For Rocky, that exposure mirrored how he approaches heritage.
“The beauty about PUMA is just its heritage,” he said. “You get to go into archives, you get to get inspired by the past, you get to make revisions based off the past. When you’re dealing with something with heritage, it makes it easier to decipher how to design things or release things.”
Archive is not nostalgia. It is infrastructure.
On the runway, that translated into the Mostro Lenticular, the runway-exclusive Mostro 3.D Mule and the A$AP Rocky x PUMA Straycat slated for release this fall. The silhouettes felt embedded inside AWGE’s motorsport references rather than appended to them.

When asked what makes the Rocky Swede silhouette distinct, he pointed directly to lineage. “What makes the Rocky Swede so special is that it borrowed parts from most of the vintage skinny shoes,” he said. “What we wanted to do is kind of give it a subversive take on it. Take traditional classic energy and vest it with throwback kind of energy. Going back to the old to kind of look at the new. That’s what we came up with. Very classic, simple, but made for racing.”
The Mostro 3.D Mule leaned into practicality. “The Mostro 3.D is sick and I thought that they was so convenient to get into,” he said. “That’s why we wanted to make a mule version just so you could just slip right onto the shoe and walk. Way easier.”

Even his favorite piece spoke to that racing through line. “My favorite PUMA piece was the hoodie that was like a racing animal,” he said. “I love that one the most. My heart.” The prowling cat graphic stretched across the chest, less logo placement than kinetic emblem.
As to maintaining the mystique AWGE is known for its whole partnering with a global sportswear house, he distilled it bluntly. “AWGE defines mystique.”
The phrasing was instinctive but revealing. In his framework, mystique is not about opacity. It is about lineage. It is about understanding the codes of the past deeply enough to reinterpret them without flattening them.
That thinking also shapes how he situates this partnership in his broader trajectory. “I think that this PUMA partnership is just like a significant pivotal part of my career,” he said. “Especially when it comes to innovation and design. Stuff that we put out in the recent years has been so remarkably new and like a fresh breath, fresh air. And we challenged the thought of the norm.”

Challenge, in this case, applies to format as much as product.
The decision to stage the show in a bank vault was not subtle. If fashion operates as currency, the vault is where value is stored and protected. By hosting interviews there and projecting backstage labor onto the runway, AWGE reframed what holds value. Not illusion, but process.
Throughout the conversation, Rocky returned to authorship. He does not treat scale as dilution. “I’m pretty involved,” he said when asked about his role in shaping the designs. “I would say around the board.”
That breadth is visible in the cohesion. The footwear, accessories and apparel did not compete for attention. They operated inside a single system of references. Racing cues filtered through tailoring. Industrial humor surfaced in the Oil Can Bag. Archive silhouettes were revised without being replicated.

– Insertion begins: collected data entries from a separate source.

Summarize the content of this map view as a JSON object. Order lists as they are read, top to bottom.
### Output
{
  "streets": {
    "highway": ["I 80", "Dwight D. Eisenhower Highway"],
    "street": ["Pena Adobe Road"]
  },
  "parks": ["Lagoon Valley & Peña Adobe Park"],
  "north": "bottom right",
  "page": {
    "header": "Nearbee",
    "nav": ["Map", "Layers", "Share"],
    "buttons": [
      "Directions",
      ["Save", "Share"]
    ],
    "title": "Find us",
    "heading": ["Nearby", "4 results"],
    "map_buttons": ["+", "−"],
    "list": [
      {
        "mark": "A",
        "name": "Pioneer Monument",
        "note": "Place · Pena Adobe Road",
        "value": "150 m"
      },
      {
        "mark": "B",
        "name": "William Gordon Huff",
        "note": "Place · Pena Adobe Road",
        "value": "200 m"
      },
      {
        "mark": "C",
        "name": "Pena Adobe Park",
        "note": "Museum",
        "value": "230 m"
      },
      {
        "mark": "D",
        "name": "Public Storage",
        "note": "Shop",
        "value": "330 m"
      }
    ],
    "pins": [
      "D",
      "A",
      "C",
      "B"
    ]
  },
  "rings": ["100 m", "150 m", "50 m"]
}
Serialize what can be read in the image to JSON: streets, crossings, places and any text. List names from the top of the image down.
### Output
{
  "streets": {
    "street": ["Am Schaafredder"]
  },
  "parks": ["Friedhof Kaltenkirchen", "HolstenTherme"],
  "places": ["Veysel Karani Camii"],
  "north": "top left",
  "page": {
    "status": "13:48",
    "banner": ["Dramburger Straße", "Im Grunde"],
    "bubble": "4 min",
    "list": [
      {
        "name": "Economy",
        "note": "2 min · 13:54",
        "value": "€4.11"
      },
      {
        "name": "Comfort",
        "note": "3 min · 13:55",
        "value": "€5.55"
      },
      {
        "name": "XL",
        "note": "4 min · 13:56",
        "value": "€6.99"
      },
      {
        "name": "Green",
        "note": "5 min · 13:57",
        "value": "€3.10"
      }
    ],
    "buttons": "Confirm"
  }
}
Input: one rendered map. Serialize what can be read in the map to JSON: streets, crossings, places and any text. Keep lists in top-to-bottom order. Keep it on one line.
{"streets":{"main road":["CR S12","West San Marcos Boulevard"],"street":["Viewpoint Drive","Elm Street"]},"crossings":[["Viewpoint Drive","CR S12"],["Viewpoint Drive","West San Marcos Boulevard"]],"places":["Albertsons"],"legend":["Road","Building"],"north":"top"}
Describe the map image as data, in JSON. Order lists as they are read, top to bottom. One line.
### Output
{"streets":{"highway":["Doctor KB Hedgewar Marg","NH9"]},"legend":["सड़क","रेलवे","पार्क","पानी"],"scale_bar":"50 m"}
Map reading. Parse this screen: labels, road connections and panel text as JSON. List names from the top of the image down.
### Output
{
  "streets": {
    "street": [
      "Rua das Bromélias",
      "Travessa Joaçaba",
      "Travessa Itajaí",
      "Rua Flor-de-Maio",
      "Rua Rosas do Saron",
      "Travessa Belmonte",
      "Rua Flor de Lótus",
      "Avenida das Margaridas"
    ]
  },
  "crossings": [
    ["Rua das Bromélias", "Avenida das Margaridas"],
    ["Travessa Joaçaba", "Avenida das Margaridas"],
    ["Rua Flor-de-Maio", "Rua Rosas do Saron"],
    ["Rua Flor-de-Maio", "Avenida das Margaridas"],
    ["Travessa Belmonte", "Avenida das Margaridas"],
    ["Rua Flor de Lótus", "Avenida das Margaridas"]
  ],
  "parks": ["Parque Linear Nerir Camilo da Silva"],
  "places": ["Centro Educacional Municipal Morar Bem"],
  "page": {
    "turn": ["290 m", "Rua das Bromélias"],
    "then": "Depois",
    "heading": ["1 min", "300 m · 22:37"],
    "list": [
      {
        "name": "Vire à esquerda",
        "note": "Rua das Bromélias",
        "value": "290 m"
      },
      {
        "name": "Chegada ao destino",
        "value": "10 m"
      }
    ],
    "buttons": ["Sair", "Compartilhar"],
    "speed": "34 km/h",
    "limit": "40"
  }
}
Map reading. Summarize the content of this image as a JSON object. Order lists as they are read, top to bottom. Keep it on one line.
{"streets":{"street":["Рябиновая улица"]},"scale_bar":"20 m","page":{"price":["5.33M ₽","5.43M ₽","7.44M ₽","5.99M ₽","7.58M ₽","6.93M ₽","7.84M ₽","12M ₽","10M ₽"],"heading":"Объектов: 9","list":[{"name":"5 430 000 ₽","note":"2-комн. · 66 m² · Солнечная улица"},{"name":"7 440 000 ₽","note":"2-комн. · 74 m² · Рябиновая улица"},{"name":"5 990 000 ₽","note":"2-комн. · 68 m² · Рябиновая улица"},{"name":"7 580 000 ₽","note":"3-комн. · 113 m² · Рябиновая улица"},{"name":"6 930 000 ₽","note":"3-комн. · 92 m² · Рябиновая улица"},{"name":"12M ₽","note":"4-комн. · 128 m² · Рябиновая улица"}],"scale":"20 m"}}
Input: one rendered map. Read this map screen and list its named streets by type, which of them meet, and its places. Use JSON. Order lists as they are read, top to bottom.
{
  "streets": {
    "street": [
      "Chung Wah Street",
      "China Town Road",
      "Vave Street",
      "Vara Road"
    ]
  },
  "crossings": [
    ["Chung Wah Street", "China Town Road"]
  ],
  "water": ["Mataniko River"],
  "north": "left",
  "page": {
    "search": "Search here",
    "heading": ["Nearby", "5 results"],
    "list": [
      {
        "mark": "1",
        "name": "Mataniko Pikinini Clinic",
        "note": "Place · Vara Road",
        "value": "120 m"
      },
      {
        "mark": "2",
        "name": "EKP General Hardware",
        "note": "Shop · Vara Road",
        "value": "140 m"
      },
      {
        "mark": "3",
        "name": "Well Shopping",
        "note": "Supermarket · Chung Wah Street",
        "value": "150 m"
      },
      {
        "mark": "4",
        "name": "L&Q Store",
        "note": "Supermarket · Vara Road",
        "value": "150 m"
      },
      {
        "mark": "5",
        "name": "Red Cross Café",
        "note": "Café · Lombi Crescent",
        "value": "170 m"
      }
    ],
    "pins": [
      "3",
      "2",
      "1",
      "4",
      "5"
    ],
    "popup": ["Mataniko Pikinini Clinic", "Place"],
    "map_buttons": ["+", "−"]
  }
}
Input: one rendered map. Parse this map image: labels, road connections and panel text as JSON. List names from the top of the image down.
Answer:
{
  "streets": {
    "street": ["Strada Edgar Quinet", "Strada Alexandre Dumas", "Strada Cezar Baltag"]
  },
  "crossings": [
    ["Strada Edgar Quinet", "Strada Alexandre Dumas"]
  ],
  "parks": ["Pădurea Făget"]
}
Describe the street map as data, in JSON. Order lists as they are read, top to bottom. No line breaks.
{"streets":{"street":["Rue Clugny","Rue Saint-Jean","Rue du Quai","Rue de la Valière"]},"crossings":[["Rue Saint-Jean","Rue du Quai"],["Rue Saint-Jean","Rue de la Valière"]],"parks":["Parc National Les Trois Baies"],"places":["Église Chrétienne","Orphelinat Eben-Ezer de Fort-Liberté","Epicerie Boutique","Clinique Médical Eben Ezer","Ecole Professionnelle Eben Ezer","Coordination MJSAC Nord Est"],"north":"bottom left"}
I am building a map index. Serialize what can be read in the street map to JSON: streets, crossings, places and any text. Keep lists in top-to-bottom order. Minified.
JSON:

Breaking the fourth wall became both staging device and metaphor. Instead of presenting a sealed narrative, AWGE opened it up. Stylists, artists and models became part of the visual hierarchy. The audience saw the seams.
“My design mindset was just kind of like take nuances from my current swag,” he repeated, grounding the show in personal taste rather than abstract trend forecasting.
As for what comes next, he remained intentionally opaque. “You gotta stay around, you gotta see, man. I got a bunch of shit about to come out.”
The evasiveness feels strategic. Momentum is part of the architecture.
Inside a steel vault in the Financial District, under fluorescent light and institutional ceilings, Rocky articulated a simple thesis. Go back to move forward. Break the fourth wall. Let heritage do the talking.
And in that system, PUMA is not just a partner. It is a language being rewritten in real time.